- _Problem to solve_:
Quote the records exactly, starting at the first line and stopping after the line with "width:54px; height:54px; display:grid;"; skip the pictures.

==== Source material

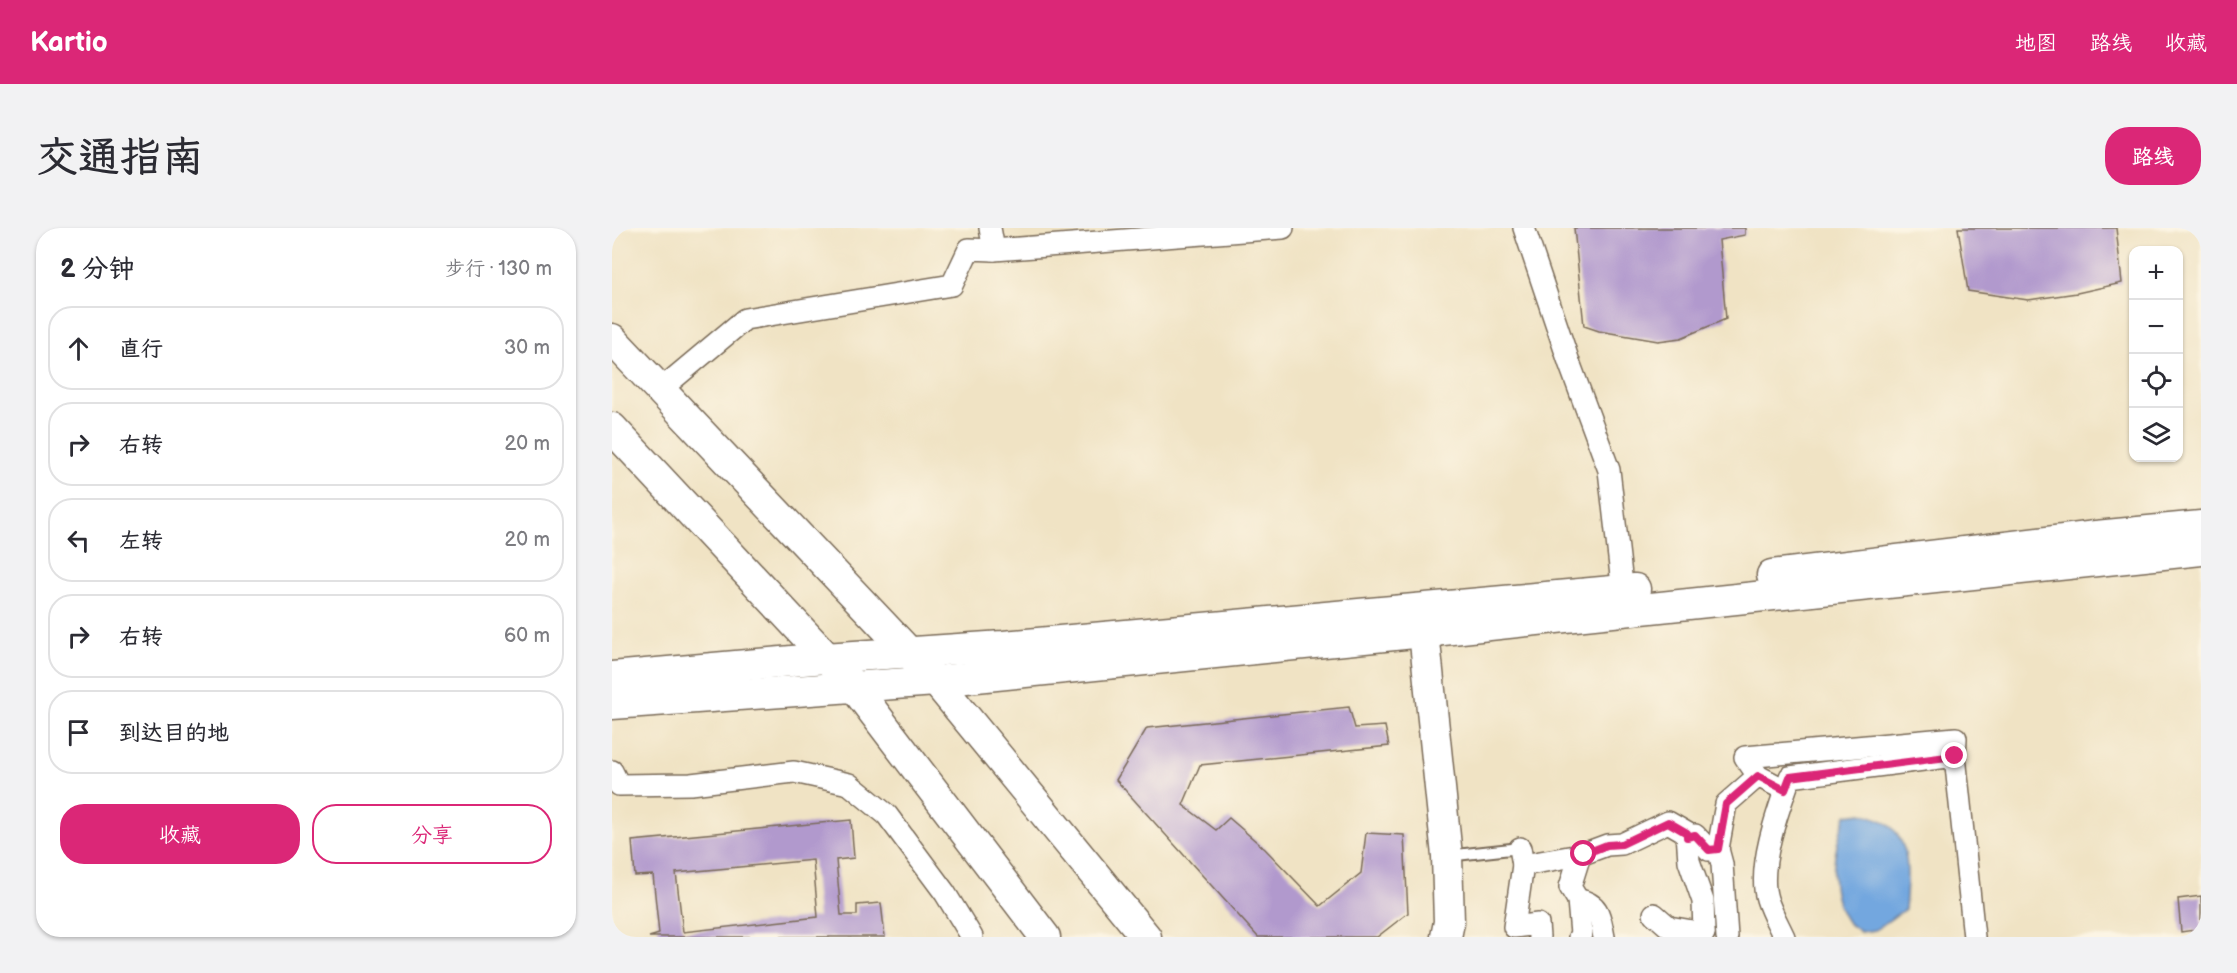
<!DOCTYPE html>
<html lang="zh">
<head>
<meta charset="utf-8">
<style>
  :root { --surface:#fff; --page:#f2f2f3; --text:#2b2b33; --muted:#7c7c81; --line:#e1e1e2; --accent:#db2777 }
  body { margin:0; font-family:"Balsamiq Sans","LXGW WenKai TC",sans-serif; background:var(--page); color:var(--text) }
  .controls { position:absolute; right:18px; top:18px; display:grid; overflow:hidden; border-radius:12px; box-shadow:0 2px 4px #0004 }
  .controls button { width:54px; height:54px; display:grid; place-items:center; padding:0; border:0; border-bottom:2px solid var(--line); background:var(--surface); color:var(--text); font:30px sans-serif }
  .stop { position:absolute; width:18px; height:18px; margin:-14px; border:4px solid #db2777; border-radius:50%; background:#fff }
  .stop.end { background:#db2777; border-color:#fff; box-shadow:0 2px 6px #0008 }
  .list { margin:0; padding:0; list-style:none }
  h2 { display:flex; justify-content:space-between; align-items:center; height:78px; margin:0; padding:0 24px; font-size:26px }
  h2 small { font-size:20px; font-weight:400; color:var(--muted) }
  .list li { display:grid; grid-template-columns:39px 1fr auto; gap:18px; align-items:center; box-sizing:border-box; height:84px; margin:0 12px 12px; padding:0 12px; border:2px solid var(--line); border-radius:24px }
  .list b { display:block; font-size:22px; white-space:nowrap }
  .list em { font-size:20px; font-style:normal; color:var(--muted) }
  .actions { display:flex; gap:12px; padding:18px 24px }
  .actions a { flex:1; padding:14px 0; border:2px solid var(--accent); border-radius:24px; text-align:center; font-size:21px; color:var(--accent) }
  .actions .main { background:var(--accent); color:#fff }
  .icon { flex:none; width:33px; height:33px; fill:none; stroke:currentColor; stroke-width:2; stroke-linecap:round; stroke-linejoin:round }
  .map { position:relative; flex:none; width:1589px; height:709px; overflow:hidden; border-radius:24px }
  header { display:flex; align-items:center; gap:36px; box-sizing:border-box; height:84px; padding:0 30px; background:var(--accent); color:#fff }
  header strong { font-size:28px }
  nav { display:flex; gap:33px; margin-inline-start:auto; font-size:21px }
  .intro { display:flex; align-items:center; justify-content:space-between; box-sizing:border-box; height:144px; padding:0 36px }
  h1 { margin:0; font-size:42px }
  .button { padding:15px 27px; border-radius:24px; background:var(--accent); color:#fff; font-size:21px; font-weight:700 }
  main { display:flex; gap:36px; padding:0 36px }
  aside { flex:1; background:var(--surface); border-radius:24px; box-shadow:0 2px 4px #0004 }
  .map>svg:first-child { display:block }
  .water { fill:#73a7df; stroke:#57687e; stroke-width:1.5 }
  .building { fill:#b199cd; fill-rule:evenodd }
  .lines { fill:none; stroke-linecap:round; stroke-linejoin:round }
  .lane-casing { stroke:#7a6b58; stroke-width:14 }
  .street-casing { stroke:#7a6b58; stroke-width:24 }
  .secondary-casing { stroke:#7a6b58; stroke-width:33 }
  .lane { stroke:#fff; stroke-width:10 }
  .street { stroke:#fff; stroke-width:21 }
  .secondary { stroke:#fff; stroke-width:30 }
  .route { stroke:#db2777; stroke-width:8 }
</style>
</head>
<body>
<header>
<strong>Kartio</strong>
<nav><a>地图</a><a>路线</a><a>收藏</a></nav>
</header>
<div class="intro"><h1>交通指南</h1><a class="button">路线</a></div>
<main>
<aside>
<h2>2 分钟<small>步行 · 130 m</small></h2>
<ul class="list">
<li><svg class="icon" aria-label="ahead" viewBox="0 0 24 24"><path d="M12 20V5M6 11l6-6 6 6"/></svg><div><b>直行</b></div><em>30 m</em></li>
<li><svg class="icon" aria-label="right" viewBox="0 0 24 24"><path d="M7 20v-9h11M14 6l5 5-5 5"/></svg><div><b>右转</b></div><em>20 m</em></li>
<li><svg class="icon" aria-label="left" viewBox="0 0 24 24"><path d="M17 20v-9H6M10 6l-5 5 5 5"/></svg><div><b>左转</b></div><em>20 m</em></li>
<li><svg class="icon" aria-label="right" viewBox="0 0 24 24"><path d="M7 20v-9h11M14 6l5 5-5 5"/></svg><div><b>右转</b></div><em>60 m</em></li>
<li><svg class="icon" aria-label="arrive" viewBox="0 0 24 24"><path d="M6 21V4h12l-3 4 3 4H6"/></svg><div><b>到达目的地</b></div></li>
</ul>
<div class="actions"><a class="main">收藏</a><a>分享</a></div>
</aside>
<div class="map">
<svg width="1589" height="709" viewBox="0 0 1589 709">
  <rect width="100%" height="100%" fill="#fcf5e5"/>
  <filter id="ink" filterUnits="userSpaceOnUse"><feTurbulence type="fractalNoise" baseFrequency=".0167" numOctaves="2"/><feDisplacementMap in="SourceGraphic" scale="12" xChannelSelector="R" yChannelSelector="G"/><feConvolveMatrix kernelMatrix="1 2 1 2 8 2 1 2 1" color-interpolation-filters="sRGB"/></filter>
  <filter id="wash" filterUnits="userSpaceOnUse"><feTurbulence type="fractalNoise" baseFrequency=".008" numOctaves="4" result="noise"/><feDisplacementMap in="SourceGraphic" scale="24" xChannelSelector="R" yChannelSelector="G"/><feGaussianBlur stdDeviation="1.35" result="paint"/><feColorMatrix in="noise" values="0 0 0 0 0 0 0 0 0 0 0 0 0 0 0 0 0 1.4 0 .05"/><feComposite in="paint" operator="in"/></filter>
  <g filter="url(#wash)">
    <rect width="100%" height="100%" fill="#f0e3c4"/>
    <!-- water -->
    <path class="water" d="M1250,585C1258,588 1269,591 1276,596C1301,616 1295,654 1293,681L1263,702L1248,704C1244,700 1237,697 1234,692C1213,660 1222,620 1234,587Z"/>
    <g id="blocks">
      <!-- building -->
      <g class="building">
        <polygon points="962,0 1133,0 1133,7 1107,12 1114,91 1069,110 1046,113 987,103 972,98"/>
        <polygon points="1346,0 1504,0 1510,55 1465,65 1416,72 1356,63"/>
        <polygon points="737,479 743,500 773,498 777,518 588,537 571,577 604,602 617,590 653,621 708,678 749,645 754,605 792,607 796,685 765,709 646,709 504,552 535,500"/>
        <path d="M239,592L242,630L224,632L229,687H245V677L269,675L273,709H37L47,706L41,647L23,648L20,613ZM201,632L206,689L71,704L64,645Z"/>
        <polygon points="1589,668 1589,709 1582,709 1582,702 1569,704 1566,671"/>
      </g>
    </g>
  </g>
  <g filter="url(#ink)">
    <use href="#blocks" fill-opacity="0" stroke="#7a6b58" stroke-width="1.5"/>
    <g class="lines">
      <!-- lane casing -->
      <g class="lane-casing">
        <polyline id="lane" points="835,628 908,620"/>
      </g>
      <!-- street casing -->
      <g class="street-casing">
        <g id="street">
          <polyline points="378,0 382,22"/>
          <polyline points="912,0 957,134 997,242 1012,374"/>
          <polyline points="48,162 133,91 340,57 357,21 382,22 671,0"/>
          <polyline points="0,543 7,557 79,556 182,544 237,556 275,587 333,665 360,709"/>
          <polyline points="1173,562 1146,548 1133,529 1344,510 1343,528"/>
          <polyline points="1075,609 1083,607 1097,622 1106,621 1110,636 1115,709"/>
          <polyline points="908,620 911,637 968,627 995,617 1010,616 1056,594 1075,605 1077,633 1091,673 1092,705 1089,709"/>
          <polyline points="1106,621 1114,576 1146,548"/>
          <polyline points="911,637 902,699 926,696 927,709"/>
          <path d="M966,672C988,675 988,690 992,709"/>
          <polyline points="1042,686 1057,699 1092,705"/>
          <polyline points="967,709 969,706 966,672 958,659 968,627"/>
          <path d="M1172,709C1166,696 1159,684 1155,671C1145,639 1167,580 1178,549L1343,528L1362,709"/>
        </g>
      </g>
      <!-- secondary casing -->
      <g class="secondary-casing">
        <g id="secondary">
          <polyline points="0,111 324,453 534,709"/>
          <polyline points="0,200 243,460 433,709"/>
          <polyline points="1160,347 1484,308 1589,298"/>
          <polyline points="812,404 835,628 837,694 834,709"/>
          <polyline points="0,449 213,430 391,418 1023,361"/>
          <polyline points="0,476 324,453 812,404 1589,322"/>
        </g>
      </g>
      <!-- lane -->
      <use href="#lane" class="lane"/>
      <!-- street -->
      <use href="#street" class="street"/>
      <!-- secondary -->
      <use href="#secondary" class="secondary"/>
    </g>
  </g>
  <g class="lines" filter="url(#ink)">
    <!-- route -->
    <polyline class="route" points="972,626 995,617 1010,616 1056,594 1075,605 1075,609 1083,607 1097,622 1106,621 1114,576 1146,548 1173,562 1178,549 1343,528"/>
  </g>
</svg>
<div class="controls">
<button>+</button>
<button>−</button>
<button><svg class="icon" aria-label="locate" viewBox="0 0 24 24"><circle cx="12" cy="12" r="6"/><path d="M12 2v4M12 18v4M2 12h4M18 12h4"/></svg></button>
<button><svg class="icon" aria-label="layers" viewBox="0 0 24 24"><path d="M12 4l9 5-9 5-9-5zM3 14l9 5 9-5"/></svg></button>
</div>
<div class="stop" style="left:972px;top:626px"></div>
<div class="stop end" style="left:1343px;top:528px"></div>
</div>
</main>
</body>
</html>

========

- _Exercise result_:
<!DOCTYPE html>
<html lang="zh">
<head>
<meta charset="utf-8">
<style>
  :root { --surface:#fff; --page:#f2f2f3; --text:#2b2b33; --muted:#7c7c81; --line:#e1e1e2; --accent:#db2777 }
  body { margin:0; font-family:"Balsamiq Sans","LXGW WenKai TC",sans-serif; background:var(--page); color:var(--text) }
  .controls { position:absolute; right:18px; top:18px; display:grid; overflow:hidden; border-radius:12px; box-shadow:0 2px 4px #0004 }
  .controls button { width:54px; height:54px; display:grid; place-items:center; padding:0; border:0; border-bottom:2px solid var(--line); background:var(--surface); color:var(--text); font:30px sans-serif }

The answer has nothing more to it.